Certes en son temps, l’empire romain a mis au point toute une organisation en vue d’approvisionner sa capitale à partir de la Sicile, la Tunisie et d’autres régions de l’empire. Mais pendant tout le Moyen Age, les échanges commerciaux alimentaires sont nuls ou négligeables. Seuls, les produits coûteux (épices, vins…) voyagent sur de longues distances.

Les temps modernes et les premières mesures pour améliorer l’approvisionnement des villes

Dans un monde longtemps extrêmement compartimenté, la satisfaction des besoins alimentaires est totalement déterminée par l’état des récoltes de l’année en cours, donc du climat observé ou plutôt subi. Les pénuries et les famines sont donc fréquentes, et pas seulement en Afrique ou dans les pays asiatiques. La France de Louis XIV n’en est pas exempte : en 1693-1694, plus d’un millions de français et de françaises sont morts de faim (sur un total de 18 millions).

Cependant, pour éviter le renouvellement de telles catastrophes, on s’efforce de faciliter le commerce intérieur des céréales depuis les régions excédentaires vers les régions déficitaires. En raison de l’état déplorable des routes et de la lenteur des transports terrestres, on utilise de plus en plus les fleuves pour acheminer les produits pondéreux par voie d’eau. Et à partir du 17ème siècle, l’Angleterre, les Flandres, l’Allemagne et dans une moindre mesure la France, creusent les premiers canaux[1].

Certains pays complètent aussi leurs ressources alimentaires par des importations maritimes. L’Amérique du Nord et la Russie sont mises à contribution. Les grandes villes portuaires comme Londres ou Amsterdam sont ainsi approvisionnés car leurs besoins céréaliers sont  de plus en plus importants et qu’ils ne peuvent être satisfaits par la production des régions environnantes. On connait aussi l’épisode du vaisseau « le Vengeur » dont le sacrifice en 1794 a permis à un convoi de blé américain d’entrer dans le port de Brest[2]. Ou, vers la même époque, les importations d’Algérie dont le non paiement finit par susciter la colère du Dey d’Alger, avec les conséquences que l’on sait.

1840-1940 : les colonies sont mises à contribution

Au début du 19ème siècle, alors que la population mondiale atteint un milliard de personnes, l’émigration permet de desserrer l’étau de la surpopulation. C’est le début de la conquête de l’Ouest américain, mais aussi les premières implantations russes en Sibérie. Assez rapidement, ces nouveaux territoires agricoles dégagent d’importants excédents, principalement de céréales. Bientôt le chemin de fer facilite leur transport vers le port le plus proche d’où elles sont chargées sur des cargos jusqu’à leur destination finale qu’est l’Europe.

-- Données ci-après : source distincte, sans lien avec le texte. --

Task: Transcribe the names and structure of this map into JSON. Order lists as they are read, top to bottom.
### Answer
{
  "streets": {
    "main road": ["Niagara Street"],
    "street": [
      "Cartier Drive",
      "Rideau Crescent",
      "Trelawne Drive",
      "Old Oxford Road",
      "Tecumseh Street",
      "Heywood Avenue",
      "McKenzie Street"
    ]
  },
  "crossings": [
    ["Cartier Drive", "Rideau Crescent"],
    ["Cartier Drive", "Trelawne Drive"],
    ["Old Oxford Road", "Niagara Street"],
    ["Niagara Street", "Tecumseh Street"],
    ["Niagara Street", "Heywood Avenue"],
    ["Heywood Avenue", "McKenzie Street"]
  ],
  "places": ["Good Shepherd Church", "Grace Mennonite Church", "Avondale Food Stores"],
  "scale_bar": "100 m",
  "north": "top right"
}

Mais à l’époque, ce sont surtout les colonies qui sont chargées de compléter l’alimentation des métropoles. L’Angleterre fait largement appel au Canada et à l’Inde ainsi qu’à quelques autres pays qui se situent dans son orbite commerciale et financière (vin du Portugal, viande d’Argentine…). La France importe du blé et du vin d’Afrique du Nord, de l’huile du Sénégal, du riz d’Indochine. La Belgique et les Pays Bas exploitent également à cette fin leurs propres colonies. Personne ne se soucie des conditions de vie des populations en charge de produire à vil prix pour le compte des pays colonisateurs.

Les pays qui ne disposent pas de ce type de ressources doivent se les procurer à grands frais sur les marchés internationaux. Ils cherchent aussi à étendre leur territoire pour accroître leurs ressources alimentaires : l’Allemagne nazi convoite le sud de la Pologne et l’Ukraine, le Japon occupe la Mandchourie, l’Italie fasciste veut installer des colons en Lybie. Après la seconde guerre mondiale, ces projets ou ces chimères sont évidemment vite oubliés et même le rôle des colonies tend à régresser, avant de disparaître définitivement.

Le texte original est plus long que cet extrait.